Collected data entries:
++++++++++++++++++++
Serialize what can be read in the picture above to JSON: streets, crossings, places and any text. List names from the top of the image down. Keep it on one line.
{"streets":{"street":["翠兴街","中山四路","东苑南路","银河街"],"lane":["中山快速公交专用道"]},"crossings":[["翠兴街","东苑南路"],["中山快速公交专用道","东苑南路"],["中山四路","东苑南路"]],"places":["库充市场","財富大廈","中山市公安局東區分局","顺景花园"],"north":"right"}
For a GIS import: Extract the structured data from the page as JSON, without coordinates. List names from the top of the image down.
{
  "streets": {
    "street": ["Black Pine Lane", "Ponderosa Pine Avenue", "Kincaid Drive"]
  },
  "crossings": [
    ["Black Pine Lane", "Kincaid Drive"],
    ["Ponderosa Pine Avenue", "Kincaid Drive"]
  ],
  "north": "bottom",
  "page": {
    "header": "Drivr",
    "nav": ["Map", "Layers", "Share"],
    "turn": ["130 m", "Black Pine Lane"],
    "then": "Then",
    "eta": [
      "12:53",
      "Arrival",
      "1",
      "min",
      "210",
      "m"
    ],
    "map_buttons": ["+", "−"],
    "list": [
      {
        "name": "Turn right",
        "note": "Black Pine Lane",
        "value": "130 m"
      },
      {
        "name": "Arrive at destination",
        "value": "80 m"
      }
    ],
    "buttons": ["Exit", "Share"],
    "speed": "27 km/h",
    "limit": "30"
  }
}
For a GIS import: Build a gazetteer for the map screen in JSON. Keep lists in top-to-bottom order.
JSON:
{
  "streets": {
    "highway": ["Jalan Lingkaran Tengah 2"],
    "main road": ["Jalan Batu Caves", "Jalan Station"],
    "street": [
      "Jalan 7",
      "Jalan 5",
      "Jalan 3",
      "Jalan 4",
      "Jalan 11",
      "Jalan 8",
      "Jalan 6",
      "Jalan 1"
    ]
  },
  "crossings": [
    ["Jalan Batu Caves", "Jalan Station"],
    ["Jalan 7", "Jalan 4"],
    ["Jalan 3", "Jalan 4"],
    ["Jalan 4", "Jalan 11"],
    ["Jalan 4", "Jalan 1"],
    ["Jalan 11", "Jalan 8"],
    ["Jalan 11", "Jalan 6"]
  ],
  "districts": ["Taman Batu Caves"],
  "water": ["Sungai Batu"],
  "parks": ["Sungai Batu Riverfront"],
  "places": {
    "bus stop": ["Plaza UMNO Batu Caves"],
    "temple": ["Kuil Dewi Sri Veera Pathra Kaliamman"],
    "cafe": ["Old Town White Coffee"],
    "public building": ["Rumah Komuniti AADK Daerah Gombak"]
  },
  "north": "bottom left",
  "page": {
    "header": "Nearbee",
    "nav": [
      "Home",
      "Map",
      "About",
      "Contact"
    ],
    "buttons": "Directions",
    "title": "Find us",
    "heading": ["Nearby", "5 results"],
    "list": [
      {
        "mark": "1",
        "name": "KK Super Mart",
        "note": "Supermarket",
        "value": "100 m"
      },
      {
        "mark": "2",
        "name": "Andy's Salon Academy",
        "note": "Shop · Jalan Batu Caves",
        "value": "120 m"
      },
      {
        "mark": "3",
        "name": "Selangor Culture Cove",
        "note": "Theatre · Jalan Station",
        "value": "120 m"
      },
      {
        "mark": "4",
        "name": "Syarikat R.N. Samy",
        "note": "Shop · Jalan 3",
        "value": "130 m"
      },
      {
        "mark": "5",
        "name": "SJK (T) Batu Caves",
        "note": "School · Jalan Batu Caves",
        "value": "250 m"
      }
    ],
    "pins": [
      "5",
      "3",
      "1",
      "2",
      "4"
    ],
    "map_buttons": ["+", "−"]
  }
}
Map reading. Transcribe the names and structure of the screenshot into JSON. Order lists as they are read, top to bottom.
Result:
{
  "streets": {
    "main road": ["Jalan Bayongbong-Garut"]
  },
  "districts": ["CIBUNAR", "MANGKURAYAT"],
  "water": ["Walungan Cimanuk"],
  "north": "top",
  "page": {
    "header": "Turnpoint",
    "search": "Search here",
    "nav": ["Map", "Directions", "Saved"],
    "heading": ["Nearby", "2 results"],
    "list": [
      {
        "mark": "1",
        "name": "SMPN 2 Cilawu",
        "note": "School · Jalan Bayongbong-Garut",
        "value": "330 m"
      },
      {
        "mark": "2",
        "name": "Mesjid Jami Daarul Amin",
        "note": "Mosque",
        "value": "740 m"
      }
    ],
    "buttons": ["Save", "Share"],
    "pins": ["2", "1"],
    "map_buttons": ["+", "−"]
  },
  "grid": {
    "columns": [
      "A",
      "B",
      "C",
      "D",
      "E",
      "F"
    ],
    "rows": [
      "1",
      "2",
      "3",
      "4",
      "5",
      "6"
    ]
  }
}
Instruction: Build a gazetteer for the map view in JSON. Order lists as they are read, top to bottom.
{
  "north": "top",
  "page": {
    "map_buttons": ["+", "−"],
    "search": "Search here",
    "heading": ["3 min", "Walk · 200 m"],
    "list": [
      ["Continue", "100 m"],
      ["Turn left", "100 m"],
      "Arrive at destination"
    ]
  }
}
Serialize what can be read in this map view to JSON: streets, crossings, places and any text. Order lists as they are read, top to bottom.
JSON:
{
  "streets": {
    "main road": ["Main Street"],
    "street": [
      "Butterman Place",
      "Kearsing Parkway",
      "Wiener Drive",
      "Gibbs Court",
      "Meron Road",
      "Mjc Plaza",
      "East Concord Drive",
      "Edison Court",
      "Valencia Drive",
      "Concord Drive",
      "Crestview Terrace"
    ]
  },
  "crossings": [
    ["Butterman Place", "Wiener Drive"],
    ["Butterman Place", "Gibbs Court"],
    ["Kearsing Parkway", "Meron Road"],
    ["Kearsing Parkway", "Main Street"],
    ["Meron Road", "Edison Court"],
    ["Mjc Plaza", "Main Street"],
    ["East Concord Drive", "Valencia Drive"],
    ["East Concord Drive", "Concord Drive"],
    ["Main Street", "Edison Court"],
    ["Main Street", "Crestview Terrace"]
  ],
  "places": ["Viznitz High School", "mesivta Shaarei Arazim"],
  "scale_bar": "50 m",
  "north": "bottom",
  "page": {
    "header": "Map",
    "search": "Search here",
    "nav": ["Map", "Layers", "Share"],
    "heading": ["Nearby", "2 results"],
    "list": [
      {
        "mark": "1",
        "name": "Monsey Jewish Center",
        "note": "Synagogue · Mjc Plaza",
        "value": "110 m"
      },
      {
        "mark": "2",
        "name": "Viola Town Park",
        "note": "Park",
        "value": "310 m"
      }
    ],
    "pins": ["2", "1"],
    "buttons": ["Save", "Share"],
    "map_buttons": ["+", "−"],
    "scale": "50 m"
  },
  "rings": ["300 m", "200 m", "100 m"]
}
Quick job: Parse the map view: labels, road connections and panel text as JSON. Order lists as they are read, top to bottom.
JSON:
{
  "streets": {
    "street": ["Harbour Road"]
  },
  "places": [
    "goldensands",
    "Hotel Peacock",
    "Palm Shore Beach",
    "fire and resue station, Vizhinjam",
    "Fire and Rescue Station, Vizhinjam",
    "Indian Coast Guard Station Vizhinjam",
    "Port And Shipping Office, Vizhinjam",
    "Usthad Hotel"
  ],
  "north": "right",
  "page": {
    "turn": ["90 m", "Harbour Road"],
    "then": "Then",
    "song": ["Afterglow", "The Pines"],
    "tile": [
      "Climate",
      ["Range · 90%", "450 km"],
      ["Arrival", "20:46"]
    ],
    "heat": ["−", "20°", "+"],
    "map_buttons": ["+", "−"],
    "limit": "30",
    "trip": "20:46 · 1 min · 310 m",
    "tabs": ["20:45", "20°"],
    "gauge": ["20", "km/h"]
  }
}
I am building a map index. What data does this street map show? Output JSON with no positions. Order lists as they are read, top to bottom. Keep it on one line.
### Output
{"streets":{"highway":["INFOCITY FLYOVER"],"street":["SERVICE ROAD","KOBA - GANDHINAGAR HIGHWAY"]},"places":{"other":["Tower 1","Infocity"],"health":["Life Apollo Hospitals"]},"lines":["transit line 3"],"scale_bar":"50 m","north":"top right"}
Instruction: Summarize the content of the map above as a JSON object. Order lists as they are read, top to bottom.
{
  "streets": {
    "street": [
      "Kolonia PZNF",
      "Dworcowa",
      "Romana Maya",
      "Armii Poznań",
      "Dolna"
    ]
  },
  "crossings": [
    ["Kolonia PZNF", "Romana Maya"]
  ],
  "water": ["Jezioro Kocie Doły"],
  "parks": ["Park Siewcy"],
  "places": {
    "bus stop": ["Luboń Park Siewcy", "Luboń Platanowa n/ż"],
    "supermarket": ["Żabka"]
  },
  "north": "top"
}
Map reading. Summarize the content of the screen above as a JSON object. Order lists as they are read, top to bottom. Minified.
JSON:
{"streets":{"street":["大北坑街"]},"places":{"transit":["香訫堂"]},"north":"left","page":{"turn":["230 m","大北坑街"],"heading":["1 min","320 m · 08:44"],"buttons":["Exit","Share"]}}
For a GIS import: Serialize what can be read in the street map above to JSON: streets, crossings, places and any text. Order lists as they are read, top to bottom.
++++++++++++++++++++
• Activity: Produce an exact copy of the lines from the one containing "Instruction: Summarize the" through the final line of the data, both ends included, and only those.

• Your response:
Instruction: Summarize the content of the map above as a JSON object. Order lists as they are read, top to bottom.
{
  "streets": {
    "street": [
      "Kolonia PZNF",
      "Dworcowa",
      "Romana Maya",
      "Armii Poznań",
      "Dolna"
    ]
  },
  "crossings": [
    ["Kolonia PZNF", "Romana Maya"]
  ],
  "water": ["Jezioro Kocie Doły"],
  "parks": ["Park Siewcy"],
  "places": {
    "bus stop": ["Luboń Park Siewcy", "Luboń Platanowa n/ż"],
    "supermarket": ["Żabka"]
  },
  "north": "top"
}
Map reading. Summarize the content of the screen above as a JSON object. Order lists as they are read, top to bottom. Minified.
JSON:
{"streets":{"street":["大北坑街"]},"places":{"transit":["香訫堂"]},"north":"left","page":{"turn":["230 m","大北坑街"],"heading":["1 min","320 m · 08:44"],"buttons":["Exit","Share"]}}
For a GIS import: Serialize what can be read in the street map above to JSON: streets, crossings, places and any text. Order lists as they are read, top to bottom.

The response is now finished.